» **WHAT IS EXPECTED**:
Below are records; copy every line among them that contains the word "this".

» **SUPPLIED ENTRIES**:

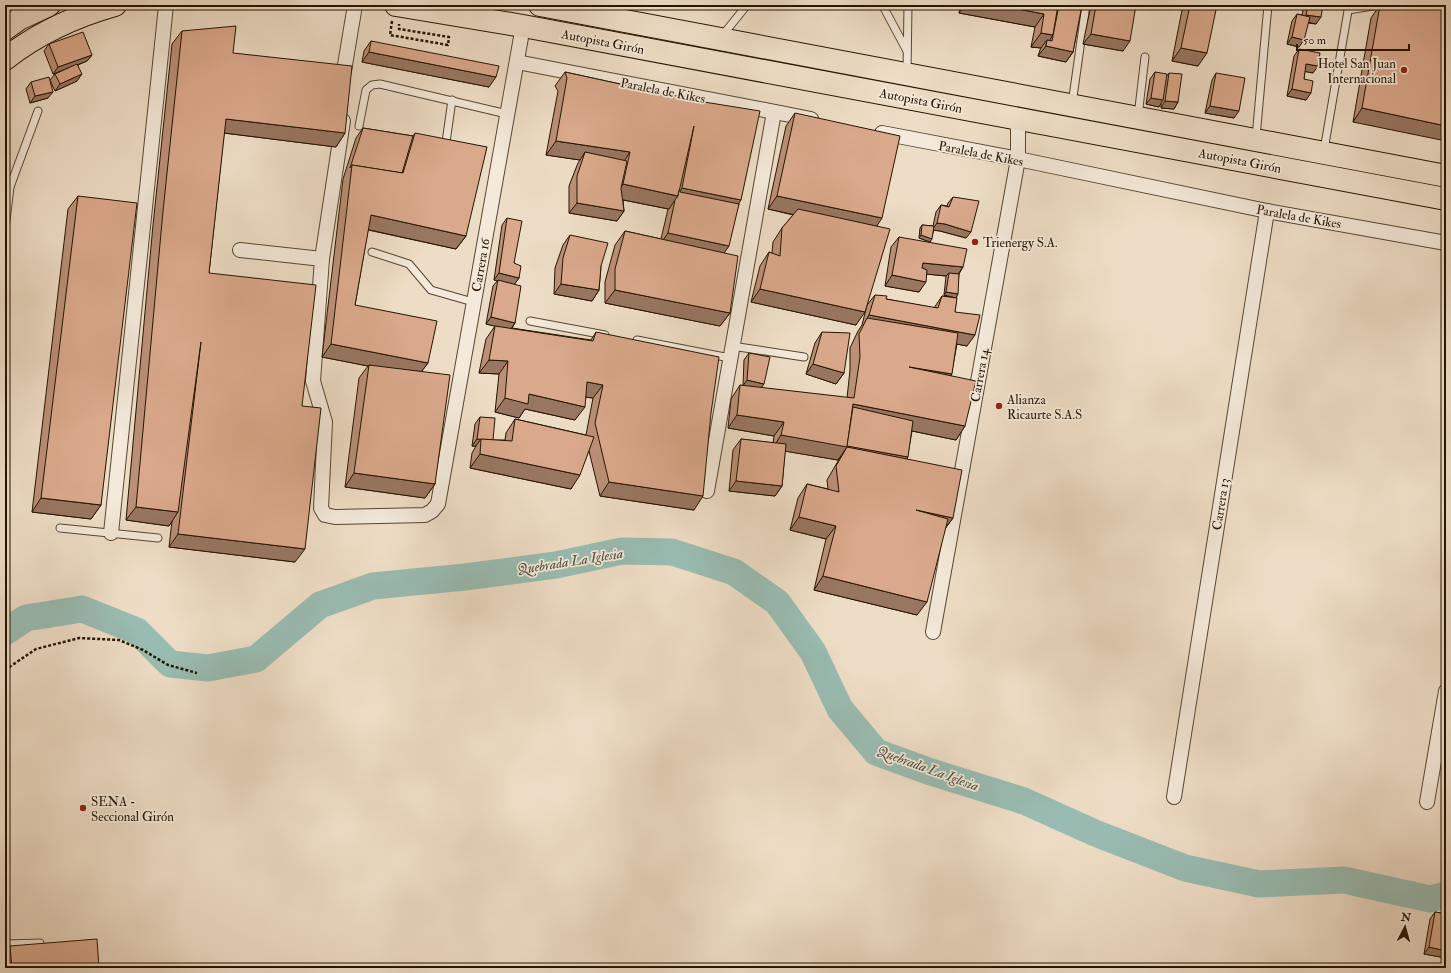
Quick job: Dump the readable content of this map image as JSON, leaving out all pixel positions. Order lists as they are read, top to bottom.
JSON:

...

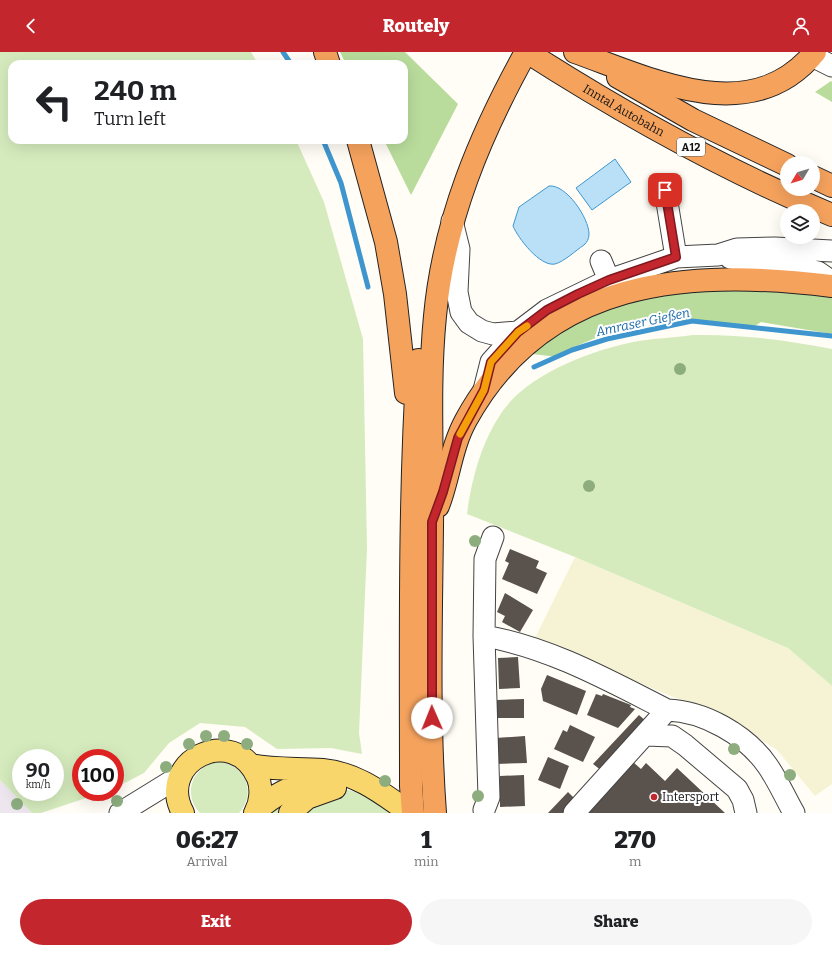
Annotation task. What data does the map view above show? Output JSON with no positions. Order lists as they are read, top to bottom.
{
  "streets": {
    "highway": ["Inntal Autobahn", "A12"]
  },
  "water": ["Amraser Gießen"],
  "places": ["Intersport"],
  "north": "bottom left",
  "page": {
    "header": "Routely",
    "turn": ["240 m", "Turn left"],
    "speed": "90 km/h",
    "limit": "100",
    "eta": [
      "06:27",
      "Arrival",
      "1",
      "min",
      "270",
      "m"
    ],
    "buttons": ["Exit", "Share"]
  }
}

---

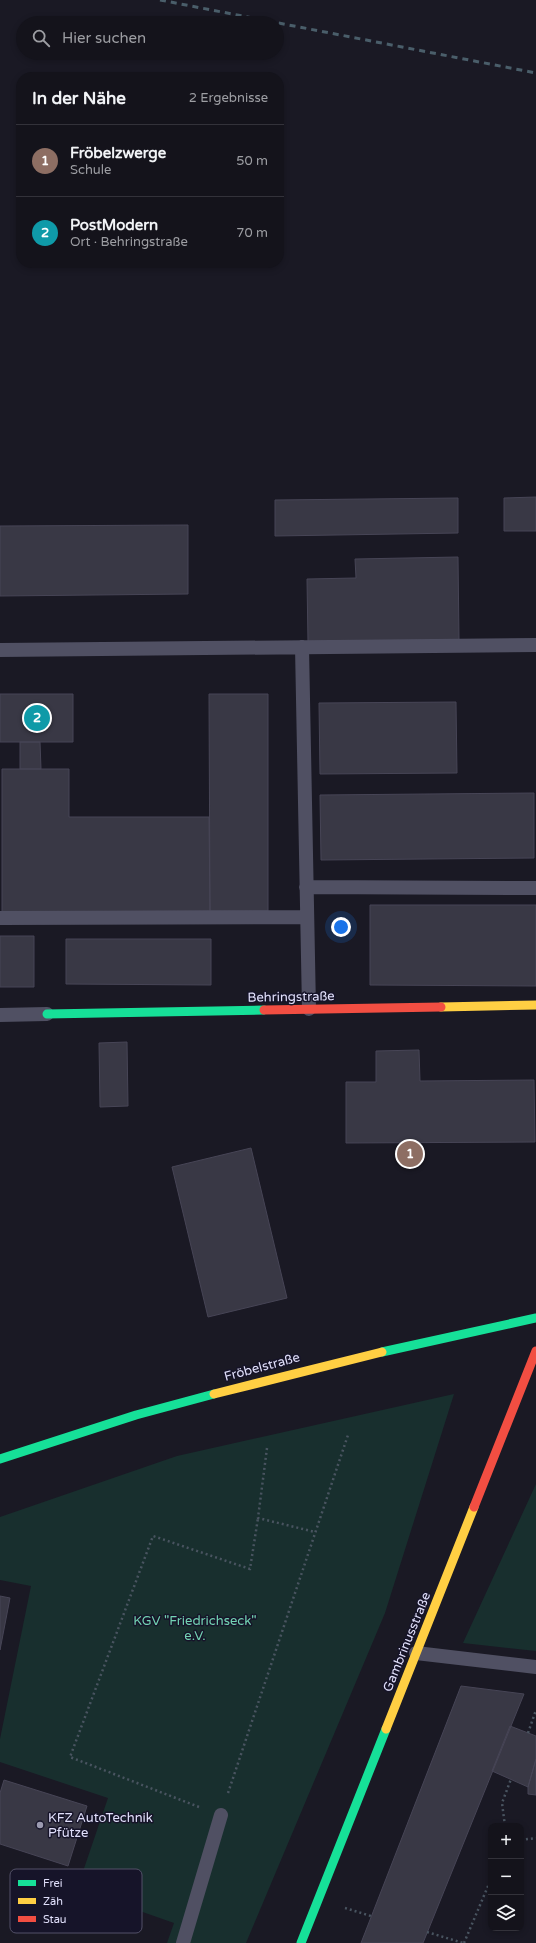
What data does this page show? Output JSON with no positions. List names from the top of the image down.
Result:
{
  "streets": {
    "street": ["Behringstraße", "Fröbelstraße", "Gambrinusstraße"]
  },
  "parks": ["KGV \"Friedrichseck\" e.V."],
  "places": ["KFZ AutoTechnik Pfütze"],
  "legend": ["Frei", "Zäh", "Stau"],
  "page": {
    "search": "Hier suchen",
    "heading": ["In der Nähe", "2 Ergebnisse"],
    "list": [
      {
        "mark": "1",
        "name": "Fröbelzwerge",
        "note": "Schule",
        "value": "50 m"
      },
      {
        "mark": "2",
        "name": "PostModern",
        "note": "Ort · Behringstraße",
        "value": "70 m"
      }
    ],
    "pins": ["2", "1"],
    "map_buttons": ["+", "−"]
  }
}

» **RESULT BELOW**:
Quick job: Dump the readable content of this map image as JSON, leaving out all pixel positions. Order lists as they are read, top to bottom.
What data does this page show? Output JSON with no positions. List names from the top of the image down.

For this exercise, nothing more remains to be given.